So, 14 weeks multiplied by 15 hours per week means 210 total hours of classroom instruction for the semester.  Yearly tuition at NYU is $44,820, or $22,410 per semester.  This is just tuition, not total expenses with books, and fees, and room and board.  So, $22,410 for 210 hours of classroom instruction comes out to $106.71 per hour.

The Erie skit, not counting the vapid gifts to the professor (his tenured position and cushy salary doing part time work is his gift, you imbeciles!), lasts about 10 minutes, or 1/6th of an hour.  That’s $17.79 in tuition dollars going to that skit.

Per student.

Now, unless something big has changed since I attended, the 1Ls are divided in to 4 sections, and each section has two different civil procedure groups.  When I was there I believe we had about 450 1Ls, and I believe that number has gone up, but let’s just call it a conservative 50 students per civ pro class.  50 students x $17.79 per student is $889.50.

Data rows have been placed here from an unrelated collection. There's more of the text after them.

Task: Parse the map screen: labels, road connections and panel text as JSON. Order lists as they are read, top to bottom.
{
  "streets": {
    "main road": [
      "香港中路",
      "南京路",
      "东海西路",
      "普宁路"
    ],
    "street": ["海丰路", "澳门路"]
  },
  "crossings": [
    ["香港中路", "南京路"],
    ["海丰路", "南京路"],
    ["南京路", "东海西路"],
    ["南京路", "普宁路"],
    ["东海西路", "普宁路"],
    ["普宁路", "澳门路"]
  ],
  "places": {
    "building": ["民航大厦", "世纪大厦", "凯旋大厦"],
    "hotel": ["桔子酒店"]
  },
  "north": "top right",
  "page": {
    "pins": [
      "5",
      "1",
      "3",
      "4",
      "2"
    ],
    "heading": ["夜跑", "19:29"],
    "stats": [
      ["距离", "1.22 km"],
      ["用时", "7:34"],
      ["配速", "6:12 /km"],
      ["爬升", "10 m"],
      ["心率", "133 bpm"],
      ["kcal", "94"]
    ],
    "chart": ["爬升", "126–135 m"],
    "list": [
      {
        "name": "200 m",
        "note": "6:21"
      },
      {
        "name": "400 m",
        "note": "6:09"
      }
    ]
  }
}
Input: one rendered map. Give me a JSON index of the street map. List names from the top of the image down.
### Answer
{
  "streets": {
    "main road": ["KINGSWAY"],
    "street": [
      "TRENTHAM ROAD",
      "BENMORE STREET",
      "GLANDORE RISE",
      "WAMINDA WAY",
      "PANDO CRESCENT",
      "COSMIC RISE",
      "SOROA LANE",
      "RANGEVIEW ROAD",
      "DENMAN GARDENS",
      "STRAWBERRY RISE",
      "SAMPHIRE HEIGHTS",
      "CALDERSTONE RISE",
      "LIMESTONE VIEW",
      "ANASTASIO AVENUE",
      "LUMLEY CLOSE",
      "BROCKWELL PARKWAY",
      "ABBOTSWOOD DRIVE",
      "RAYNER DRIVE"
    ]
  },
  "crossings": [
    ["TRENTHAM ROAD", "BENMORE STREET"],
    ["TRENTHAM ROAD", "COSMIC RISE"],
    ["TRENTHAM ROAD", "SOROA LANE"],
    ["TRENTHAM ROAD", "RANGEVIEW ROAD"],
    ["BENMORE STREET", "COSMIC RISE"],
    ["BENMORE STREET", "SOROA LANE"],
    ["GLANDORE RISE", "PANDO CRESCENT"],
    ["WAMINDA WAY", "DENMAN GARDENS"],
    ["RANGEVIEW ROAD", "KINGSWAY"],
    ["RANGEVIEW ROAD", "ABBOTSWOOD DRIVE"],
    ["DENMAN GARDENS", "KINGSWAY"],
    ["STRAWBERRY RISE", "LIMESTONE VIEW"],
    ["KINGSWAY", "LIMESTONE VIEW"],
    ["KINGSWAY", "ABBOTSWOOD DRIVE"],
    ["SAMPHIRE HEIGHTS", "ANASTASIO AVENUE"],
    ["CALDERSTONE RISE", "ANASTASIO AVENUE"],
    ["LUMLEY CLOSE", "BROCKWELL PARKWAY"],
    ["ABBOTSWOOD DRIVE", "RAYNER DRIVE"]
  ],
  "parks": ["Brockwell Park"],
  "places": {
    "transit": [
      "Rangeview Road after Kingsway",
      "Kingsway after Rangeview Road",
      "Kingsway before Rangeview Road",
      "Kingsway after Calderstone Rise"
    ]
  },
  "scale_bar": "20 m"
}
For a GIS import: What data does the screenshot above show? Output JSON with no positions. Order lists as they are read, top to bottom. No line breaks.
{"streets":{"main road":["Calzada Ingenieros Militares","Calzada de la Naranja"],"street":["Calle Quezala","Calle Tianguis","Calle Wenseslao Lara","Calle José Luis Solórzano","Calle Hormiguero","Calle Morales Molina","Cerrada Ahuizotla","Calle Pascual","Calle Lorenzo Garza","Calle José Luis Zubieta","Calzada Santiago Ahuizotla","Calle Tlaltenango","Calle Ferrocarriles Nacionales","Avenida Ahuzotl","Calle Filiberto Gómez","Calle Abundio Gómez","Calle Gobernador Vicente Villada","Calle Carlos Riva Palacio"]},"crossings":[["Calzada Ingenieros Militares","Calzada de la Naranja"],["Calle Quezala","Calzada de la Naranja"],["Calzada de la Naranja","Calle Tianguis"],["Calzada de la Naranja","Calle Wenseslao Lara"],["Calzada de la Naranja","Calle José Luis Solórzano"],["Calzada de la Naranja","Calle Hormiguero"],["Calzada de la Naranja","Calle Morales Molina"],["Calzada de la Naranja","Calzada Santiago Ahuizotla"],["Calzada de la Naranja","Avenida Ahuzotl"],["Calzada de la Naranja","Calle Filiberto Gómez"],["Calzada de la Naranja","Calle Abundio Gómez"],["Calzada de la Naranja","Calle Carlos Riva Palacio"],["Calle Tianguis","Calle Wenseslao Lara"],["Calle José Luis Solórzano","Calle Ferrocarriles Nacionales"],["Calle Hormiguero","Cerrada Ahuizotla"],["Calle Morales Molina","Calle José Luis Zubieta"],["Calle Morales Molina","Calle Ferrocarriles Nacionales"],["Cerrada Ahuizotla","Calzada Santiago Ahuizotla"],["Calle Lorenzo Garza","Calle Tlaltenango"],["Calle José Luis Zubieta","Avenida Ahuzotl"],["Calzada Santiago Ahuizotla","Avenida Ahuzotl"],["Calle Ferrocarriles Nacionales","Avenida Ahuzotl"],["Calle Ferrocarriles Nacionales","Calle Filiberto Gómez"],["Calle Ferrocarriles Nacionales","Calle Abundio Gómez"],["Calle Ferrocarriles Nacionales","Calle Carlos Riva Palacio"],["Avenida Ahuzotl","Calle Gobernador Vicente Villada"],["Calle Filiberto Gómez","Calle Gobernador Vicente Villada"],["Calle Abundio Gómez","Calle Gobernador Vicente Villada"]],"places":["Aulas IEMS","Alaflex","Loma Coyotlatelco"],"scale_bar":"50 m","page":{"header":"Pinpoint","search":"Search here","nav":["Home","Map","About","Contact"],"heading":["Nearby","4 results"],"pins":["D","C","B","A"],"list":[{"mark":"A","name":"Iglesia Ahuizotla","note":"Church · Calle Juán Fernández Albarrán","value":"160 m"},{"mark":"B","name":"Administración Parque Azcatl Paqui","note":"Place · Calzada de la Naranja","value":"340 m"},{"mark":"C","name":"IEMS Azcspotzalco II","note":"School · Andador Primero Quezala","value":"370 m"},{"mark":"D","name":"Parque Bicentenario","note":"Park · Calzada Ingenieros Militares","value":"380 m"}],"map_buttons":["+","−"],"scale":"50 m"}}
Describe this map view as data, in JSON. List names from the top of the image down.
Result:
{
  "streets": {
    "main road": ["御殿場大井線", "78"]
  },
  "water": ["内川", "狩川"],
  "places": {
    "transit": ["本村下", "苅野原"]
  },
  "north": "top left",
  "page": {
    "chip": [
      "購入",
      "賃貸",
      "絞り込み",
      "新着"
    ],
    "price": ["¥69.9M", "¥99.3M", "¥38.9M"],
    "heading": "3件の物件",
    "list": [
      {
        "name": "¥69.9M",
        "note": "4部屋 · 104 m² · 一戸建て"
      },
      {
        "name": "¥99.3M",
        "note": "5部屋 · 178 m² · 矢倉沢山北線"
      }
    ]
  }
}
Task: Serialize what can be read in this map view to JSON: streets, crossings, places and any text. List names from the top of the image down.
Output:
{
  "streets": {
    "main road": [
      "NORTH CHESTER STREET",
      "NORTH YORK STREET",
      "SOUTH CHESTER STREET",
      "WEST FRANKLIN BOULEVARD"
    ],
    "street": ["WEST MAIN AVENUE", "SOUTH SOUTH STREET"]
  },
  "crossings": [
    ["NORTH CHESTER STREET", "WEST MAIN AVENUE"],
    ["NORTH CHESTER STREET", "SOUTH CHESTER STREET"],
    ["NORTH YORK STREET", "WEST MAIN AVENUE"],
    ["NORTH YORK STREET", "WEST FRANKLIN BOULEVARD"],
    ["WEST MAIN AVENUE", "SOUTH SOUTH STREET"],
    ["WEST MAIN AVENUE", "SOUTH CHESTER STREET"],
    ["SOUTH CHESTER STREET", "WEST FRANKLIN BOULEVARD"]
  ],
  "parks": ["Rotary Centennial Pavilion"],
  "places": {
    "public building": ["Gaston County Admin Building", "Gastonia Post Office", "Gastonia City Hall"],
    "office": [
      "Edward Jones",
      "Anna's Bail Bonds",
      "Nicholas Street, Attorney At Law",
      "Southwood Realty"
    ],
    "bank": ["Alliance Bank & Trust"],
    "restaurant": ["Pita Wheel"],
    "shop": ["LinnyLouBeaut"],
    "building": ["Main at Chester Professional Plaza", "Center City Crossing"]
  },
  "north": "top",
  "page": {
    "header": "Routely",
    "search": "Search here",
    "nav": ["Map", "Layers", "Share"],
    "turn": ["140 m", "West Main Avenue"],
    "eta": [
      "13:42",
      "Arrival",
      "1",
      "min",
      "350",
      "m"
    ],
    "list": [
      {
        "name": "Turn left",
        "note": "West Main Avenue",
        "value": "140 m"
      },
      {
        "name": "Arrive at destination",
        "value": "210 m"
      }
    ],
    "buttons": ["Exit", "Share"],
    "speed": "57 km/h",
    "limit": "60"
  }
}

$889.50 for that sketch.  To me, that doesn’t actually sound like a whole lot of money when you compare it to the total cost of law school.  But, I think going back to the per-student figure is more enlightening.

$17.79 per student in the audience, $17.79 per student performing (yes, they pay to perform in class, not the other way around), and $17.79 per student who’d really rather just get a decent education and be prepared to enter the workforce upon graduation.  $17.79 per student to watch a performance which, given most classes’s attendance policies, students were more or less required to see.

Would you have paid $17.79 to watch that performance?

Would you have financed that $17.79 with non-dischargeable debt which you will be paying off for the next 10, 15, or 20 years?  When you include the interest, that $17.79 could easily blow up to $30 or $40 dollars per student.

But even in today’s dollars, let’s look at how much $17.79 is.  Just a block from where this performance took place (assuming it was in Vanderbilt Hall, which it looks like it is) is the Comedy Cellar.  Ticket prices Monday-Wednesday are $10, Thursday and Sunday are $12, and Friday and Saturday are $18.  The shows usually last about 2 hours, and involve 6-8 comedians performing short acts.

If you went to tonight (it’s Wednesday, so only $10) your opening act would be Modi:

Then, you would listen to 5 other comics who have been on Last Comic Standing, Z Rock, Howard Stern, and written for Dave Chappelle.  After that, you’d get your headliner, Dave Attell:

And then, to close, you’d have schmuck who only got so far as having a half hour special on Comedy Central.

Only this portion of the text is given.